Io penso che le cose non stiano così. Non esattamente.
Io penso che le cose non stiano così. Non esattamente.
Il punto, a mio parere, è come se ne scrive.
Un secolo fa, a farlo, era André Gide. Prendete ad esempio i "Ricordi della Corte d'Assise", ripubblicati da Sellerio. Raccontano delle crudeltà di provincia, in Francia: gesti efferati, e in apparenza incomprensibili.
Sempre nel Novecento, Truman Capote volle farsi cronista delle ragioni che potevano avere indotto due ragazzi del profondo Sud americano a compiere una strage, e i pochi giorni che intendeva dedicare ad un reportage, lievitarono fino a sei anni, per un romanzo, "A Sangue freddo", che divenne il suo capolavoro.
E poi, anche se non proprio di cronaca nera si trattava, c'è il caso di Hannah Arendt. Filosofa, storica. Seguì il processo ad Adolf Eichmann, a Gerusalemme. A giudizio, non vide un ministro di Hitler, e nemmeno un criminale, bensì un omuncolo, obbediente agli ordini di un pazzo. Hannah Arendt ne trasse la "Banalità del Male".
E poi, per farsi un'idea della differenza tra il passato ed il presente, occorrerebbe pure rileggere le cronache e le interviste di Enzo Biagi, di Oriana Fallaci, dei grandi giornalisti che seppero raccontare l'Italia del dopoguerra.
La conoscenza del Male è indispensabile, quasi quanto la conoscenza del Bene.

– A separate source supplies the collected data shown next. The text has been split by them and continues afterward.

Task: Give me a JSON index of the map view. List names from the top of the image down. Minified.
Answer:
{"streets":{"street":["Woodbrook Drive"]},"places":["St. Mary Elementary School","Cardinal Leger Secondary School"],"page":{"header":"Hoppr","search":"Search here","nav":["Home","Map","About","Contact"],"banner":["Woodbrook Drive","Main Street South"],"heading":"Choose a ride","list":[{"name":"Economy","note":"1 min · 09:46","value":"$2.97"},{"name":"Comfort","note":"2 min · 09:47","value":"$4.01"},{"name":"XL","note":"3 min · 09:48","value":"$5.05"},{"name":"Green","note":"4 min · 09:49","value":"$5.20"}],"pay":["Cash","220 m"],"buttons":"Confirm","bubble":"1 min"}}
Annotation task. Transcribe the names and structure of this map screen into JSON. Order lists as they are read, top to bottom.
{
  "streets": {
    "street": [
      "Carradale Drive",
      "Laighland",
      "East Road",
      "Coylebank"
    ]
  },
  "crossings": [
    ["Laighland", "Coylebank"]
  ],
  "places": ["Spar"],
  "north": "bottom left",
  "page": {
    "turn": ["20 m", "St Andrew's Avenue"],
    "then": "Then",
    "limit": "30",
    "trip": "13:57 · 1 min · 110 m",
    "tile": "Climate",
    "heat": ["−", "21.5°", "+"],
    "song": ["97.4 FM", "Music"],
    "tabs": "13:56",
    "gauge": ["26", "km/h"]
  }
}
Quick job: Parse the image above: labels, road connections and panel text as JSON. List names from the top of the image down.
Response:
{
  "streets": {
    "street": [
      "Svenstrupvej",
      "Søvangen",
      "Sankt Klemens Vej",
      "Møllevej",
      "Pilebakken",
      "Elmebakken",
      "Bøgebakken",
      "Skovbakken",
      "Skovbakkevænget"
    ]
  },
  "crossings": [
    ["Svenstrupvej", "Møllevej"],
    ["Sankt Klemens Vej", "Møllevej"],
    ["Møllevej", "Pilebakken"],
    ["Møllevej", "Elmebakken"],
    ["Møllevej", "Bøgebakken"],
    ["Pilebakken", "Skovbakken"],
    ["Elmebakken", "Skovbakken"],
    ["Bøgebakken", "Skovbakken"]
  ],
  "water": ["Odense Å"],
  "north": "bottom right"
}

L'interesse è legittimo. Il punto, ripeto, è come se ne scrive. E non ci sono più, fatte salve delle rare eccezioni, i cronisti di un tempo: straordinari, o perché occasionalmente dediti alla cronaca e pronti a liberarsi d'ogni pregiudizio, o perché capaci di penetrare a fondo nell'animo umano.